Galaxy Name | UV Slope
β |
log(F1600/10-3Wm-2) | log(FFIR/10-3Wm-2) |
---|---|---|---|
NGC 4861 | -2.46 | -9.89 | -9.97 |
Mrk153 | -2.41 | -10.37 | -10.92 |
Tol 1924-416 | -2.12 | -10.05 | -10.17 |
UGC 9560 | -2.02 | -10.38 | -10.41 |
NGC 3991 | -1.91 | -10.14 | -9.80 |
Mrk 357 | -1.80 | -10.58 | -10.37 |
Mrk 36 | -1.72 | -10.68 | -10.94 |
NGC 4670 | -1.65 | -10.02 | -9.85 |
NGC 3125 | -1.49 | -10.19 | -9.64 |
UGC 3838 | -1.41 | -10.81 | -10.55 |
NGC 7250 | -1.33 | -10.23 | -9.77 |
NGC 7714 | -1.23 | -10.16 | -9.32 |
NGC 3049 | -1.14 | -10.69 | -9.84 |
NGC 3310 | -1.05 | -9.84 | -8.83 |
NGC 2782 | -0.90 | -10.50 | -9.33 |
NGC 1614 | -0.76 | -10.91 | -8.84 |
NGC 6052 | -0.72 | -10.62 | -9.48 |
NGC 3504 | -0.56 | -10.41 | -8.96 |
NGC 4194 | -0.26 | -10.62 | -8.99 |
NGC 3256 | 0.16 | -10.32 | -8.44 |
(D1.2.1) (14 points) Based on the data given in Table 2, plot the IRX−𝛽 diagram on graph paper and labelled as Figure 2 and find a linear fit to the data. Write down your best-fit equation (i.e.

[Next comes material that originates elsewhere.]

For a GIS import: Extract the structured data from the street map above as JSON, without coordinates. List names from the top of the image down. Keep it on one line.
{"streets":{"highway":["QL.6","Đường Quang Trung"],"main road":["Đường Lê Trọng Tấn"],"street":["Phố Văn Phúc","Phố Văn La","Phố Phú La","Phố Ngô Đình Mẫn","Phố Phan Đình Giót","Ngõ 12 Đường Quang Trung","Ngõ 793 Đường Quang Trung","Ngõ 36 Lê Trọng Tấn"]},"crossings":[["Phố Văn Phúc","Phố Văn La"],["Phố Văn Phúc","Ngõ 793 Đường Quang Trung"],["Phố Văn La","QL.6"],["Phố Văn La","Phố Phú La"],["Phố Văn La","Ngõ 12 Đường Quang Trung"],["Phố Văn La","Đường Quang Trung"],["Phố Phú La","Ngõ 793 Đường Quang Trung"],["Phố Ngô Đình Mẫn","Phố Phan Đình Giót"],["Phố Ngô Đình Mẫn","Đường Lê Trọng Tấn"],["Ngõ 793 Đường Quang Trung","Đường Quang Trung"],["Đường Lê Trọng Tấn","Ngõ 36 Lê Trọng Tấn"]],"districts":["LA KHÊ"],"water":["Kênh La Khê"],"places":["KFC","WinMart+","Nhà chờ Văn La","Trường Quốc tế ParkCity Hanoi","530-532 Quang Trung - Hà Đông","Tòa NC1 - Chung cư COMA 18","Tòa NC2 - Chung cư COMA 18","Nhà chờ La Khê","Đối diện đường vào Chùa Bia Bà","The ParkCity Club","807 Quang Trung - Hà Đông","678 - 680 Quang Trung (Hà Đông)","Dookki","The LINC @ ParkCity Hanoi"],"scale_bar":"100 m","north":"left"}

IRX=𝑎⋅𝛽+𝑏) by the side of your diagram.
(D1.2.2) (6 points) Quantify the dispersion (in ‘units’ of dex, where 𝐟𝐨𝐫 𝐞𝐱𝐚𝐦𝐩𝐥𝐞,𝐥𝐨𝐠(𝟏𝟎𝟗)− 𝐥𝐨𝐠(𝟏𝟎𝟒)=𝟓 𝐝𝐞𝐱) between the observed IRXobs and predicted IRXpred using the following equation:
$$ \sigma=\sqrt{\frac{\sum\left(\Delta \operatorname{lRX} _{i}\right)^{2}}{N-1}}(\text { unit: dex }) \text { where } \Delta \operatorname{IRX} _{i}=\operatorname{IRX}_{\text {i,obs }}-\operatorname{IRX}_{\text {i,pred }} $$
1.3. Under the previous assumption of the energy transfer process, the ratio of 𝐹FIR to 𝐹1600 can be expressed as:
$$ \frac{F_{F I R}}{F_{1600}} \approx 10^{0.4 A_{1600}}-1 $$
Where 𝐹1600 is the unattenuated flux and 𝐴λ is the dust absorption (in magnitudes) as a function of wavelength λ
(D1.3.1) (6 points) Express 𝐴1600 as a function of IRX.